*** DATASET EXCERPT
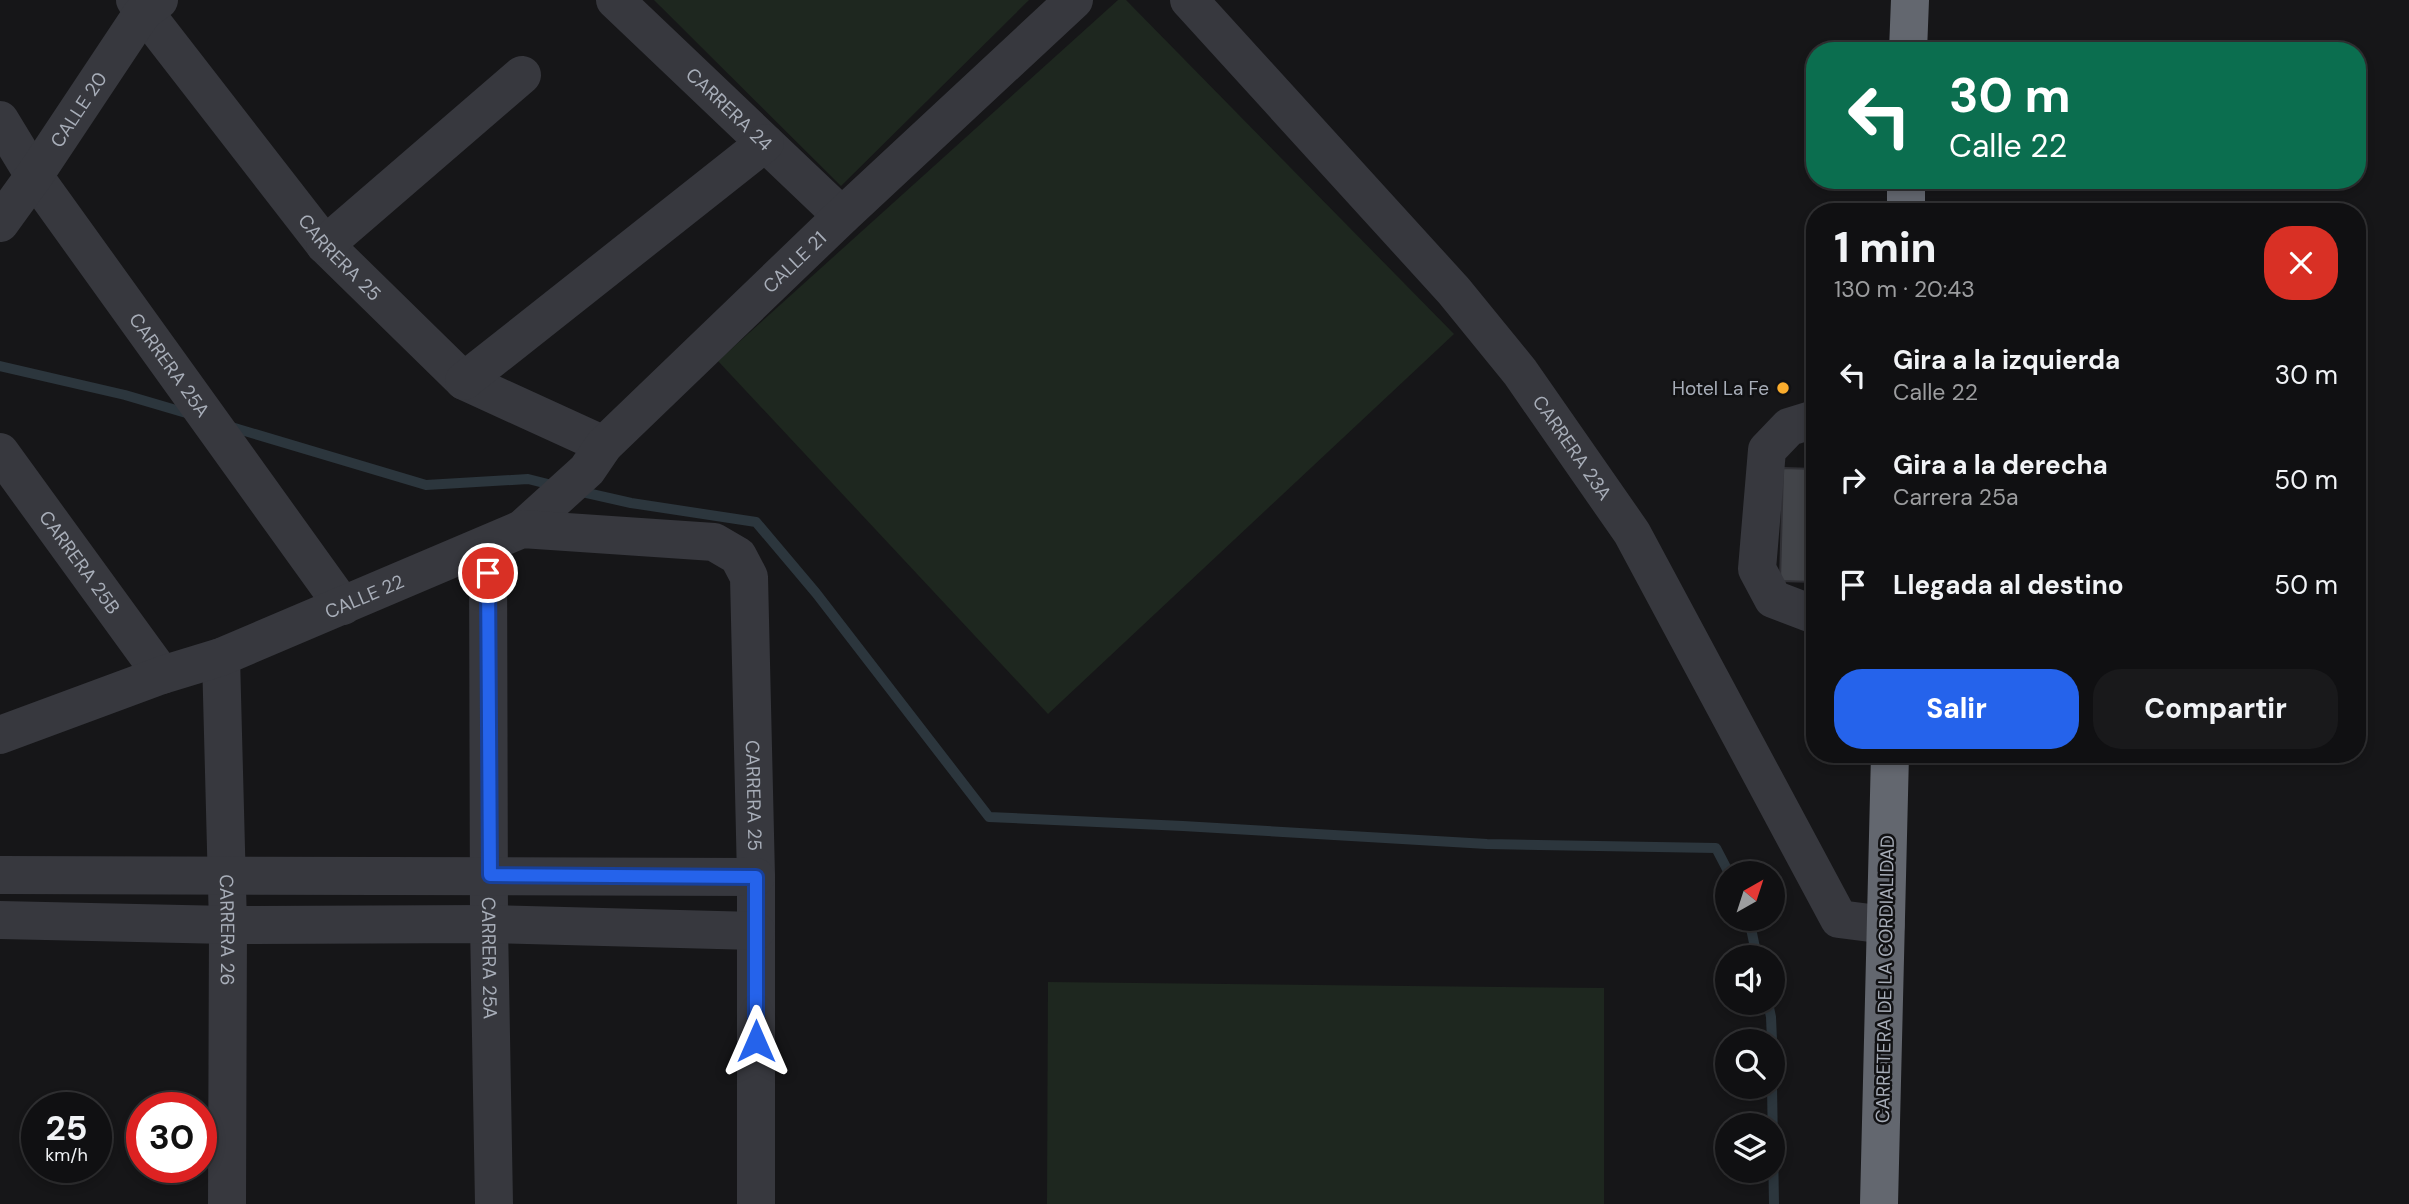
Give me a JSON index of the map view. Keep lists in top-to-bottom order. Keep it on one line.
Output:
{"streets":{"highway":["CARRETERA DE LA CORDIALIDAD"],"street":["CARRERA 24","CALLE 20","CARRERA 25","CALLE 21","CARRERA 25A","CARRERA 23A","CARRERA 25B","CALLE 22","CARRERA 26"]},"crossings":[["CARRERA 24","CALLE 21"],["CALLE 20","CARRERA 25"],["CALLE 20","CARRERA 25A"],["CARRERA 25","CALLE 21"],["CARRERA 25","CALLE 22"],["CALLE 21","CALLE 22"],["CARRERA 25A","CALLE 22"],["CARRERA 23A","CARRETERA DE LA CORDIALIDAD"],["CARRERA 25B","CALLE 22"],["CALLE 22","CARRERA 26"]],"places":["Hotel La Fe"],"north":"top right","page":{"turn":["30 m","Calle 22"],"heading":["1 min","130 m · 20:43"],"list":[{"name":"Gira a la izquierda","note":"Calle 22","value":"30 m"},{"name":"Gira a la derecha","note":"Carrera 25a","value":"50 m"},{"name":"Llegada al destino","value":"50 m"}],"buttons":["Salir","Compartir"],"speed":"25 km/h","limit":"30"}}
******
» TASK DIRECTIONS
What is wanted is the listing, written out exactly, with each picture removed.

» ANSWER SECTION
Give me a JSON index of the map view. Keep lists in top-to-bottom order. Keep it on one line.
Output:
{"streets":{"highway":["CARRETERA DE LA CORDIALIDAD"],"street":["CARRERA 24","CALLE 20","CARRERA 25","CALLE 21","CARRERA 25A","CARRERA 23A","CARRERA 25B","CALLE 22","CARRERA 26"]},"crossings":[["CARRERA 24","CALLE 21"],["CALLE 20","CARRERA 25"],["CALLE 20","CARRERA 25A"],["CARRERA 25","CALLE 21"],["CARRERA 25","CALLE 22"],["CALLE 21","CALLE 22"],["CARRERA 25A","CALLE 22"],["CARRERA 23A","CARRETERA DE LA CORDIALIDAD"],["CARRERA 25B","CALLE 22"],["CALLE 22","CARRERA 26"]],"places":["Hotel La Fe"],"north":"top right","page":{"turn":["30 m","Calle 22"],"heading":["1 min","130 m · 20:43"],"list":[{"name":"Gira a la izquierda","note":"Calle 22","value":"30 m"},{"name":"Gira a la derecha","note":"Carrera 25a","value":"50 m"},{"name":"Llegada al destino","value":"50 m"}],"buttons":["Salir","Compartir"],"speed":"25 km/h","limit":"30"}}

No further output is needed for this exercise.